WORK TASK | Without omitting anything, copy the data exactly.

Extracted data entries
──────────

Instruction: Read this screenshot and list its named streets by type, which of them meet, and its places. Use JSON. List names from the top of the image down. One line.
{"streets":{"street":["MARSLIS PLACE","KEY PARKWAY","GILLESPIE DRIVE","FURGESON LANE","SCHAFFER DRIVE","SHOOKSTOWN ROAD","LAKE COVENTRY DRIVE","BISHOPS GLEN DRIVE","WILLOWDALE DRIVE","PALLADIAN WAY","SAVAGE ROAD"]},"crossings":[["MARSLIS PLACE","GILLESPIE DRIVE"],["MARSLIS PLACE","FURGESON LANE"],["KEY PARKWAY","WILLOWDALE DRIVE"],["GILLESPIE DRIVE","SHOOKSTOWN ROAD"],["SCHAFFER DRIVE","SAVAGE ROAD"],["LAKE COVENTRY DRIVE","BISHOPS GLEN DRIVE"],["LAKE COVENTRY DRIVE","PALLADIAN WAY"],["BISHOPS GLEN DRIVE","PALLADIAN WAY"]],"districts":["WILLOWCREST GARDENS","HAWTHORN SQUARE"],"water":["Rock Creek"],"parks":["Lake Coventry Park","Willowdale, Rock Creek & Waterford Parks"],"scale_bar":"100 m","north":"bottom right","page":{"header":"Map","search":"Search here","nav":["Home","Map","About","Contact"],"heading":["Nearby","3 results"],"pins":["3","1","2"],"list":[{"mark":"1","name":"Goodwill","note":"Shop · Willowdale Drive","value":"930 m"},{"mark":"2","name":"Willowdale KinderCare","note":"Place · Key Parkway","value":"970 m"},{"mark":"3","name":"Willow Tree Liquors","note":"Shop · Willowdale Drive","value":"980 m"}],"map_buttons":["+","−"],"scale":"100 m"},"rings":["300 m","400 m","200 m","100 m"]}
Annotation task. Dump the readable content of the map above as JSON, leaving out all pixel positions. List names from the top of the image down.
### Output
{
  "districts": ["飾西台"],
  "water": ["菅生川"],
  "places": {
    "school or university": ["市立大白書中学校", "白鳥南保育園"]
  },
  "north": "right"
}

──────────

YOUR RESPONSE |
Instruction: Read this screenshot and list its named streets by type, which of them meet, and its places. Use JSON. List names from the top of the image down. One line.
{"streets":{"street":["MARSLIS PLACE","KEY PARKWAY","GILLESPIE DRIVE","FURGESON LANE","SCHAFFER DRIVE","SHOOKSTOWN ROAD","LAKE COVENTRY DRIVE","BISHOPS GLEN DRIVE","WILLOWDALE DRIVE","PALLADIAN WAY","SAVAGE ROAD"]},"crossings":[["MARSLIS PLACE","GILLESPIE DRIVE"],["MARSLIS PLACE","FURGESON LANE"],["KEY PARKWAY","WILLOWDALE DRIVE"],["GILLESPIE DRIVE","SHOOKSTOWN ROAD"],["SCHAFFER DRIVE","SAVAGE ROAD"],["LAKE COVENTRY DRIVE","BISHOPS GLEN DRIVE"],["LAKE COVENTRY DRIVE","PALLADIAN WAY"],["BISHOPS GLEN DRIVE","PALLADIAN WAY"]],"districts":["WILLOWCREST GARDENS","HAWTHORN SQUARE"],"water":["Rock Creek"],"parks":["Lake Coventry Park","Willowdale, Rock Creek & Waterford Parks"],"scale_bar":"100 m","north":"bottom right","page":{"header":"Map","search":"Search here","nav":["Home","Map","About","Contact"],"heading":["Nearby","3 results"],"pins":["3","1","2"],"list":[{"mark":"1","name":"Goodwill","note":"Shop · Willowdale Drive","value":"930 m"},{"mark":"2","name":"Willowdale KinderCare","note":"Place · Key Parkway","value":"970 m"},{"mark":"3","name":"Willow Tree Liquors","note":"Shop · Willowdale Drive","value":"980 m"}],"map_buttons":["+","−"],"scale":"100 m"},"rings":["300 m","400 m","200 m","100 m"]}
Annotation task. Dump the readable content of the map above as JSON, leaving out all pixel positions. List names from the top of the image down.
### Output
{
  "districts": ["飾西台"],
  "water": ["菅生川"],
  "places": {
    "school or university": ["市立大白書中学校", "白鳥南保育園"]
  },
  "north": "right"
}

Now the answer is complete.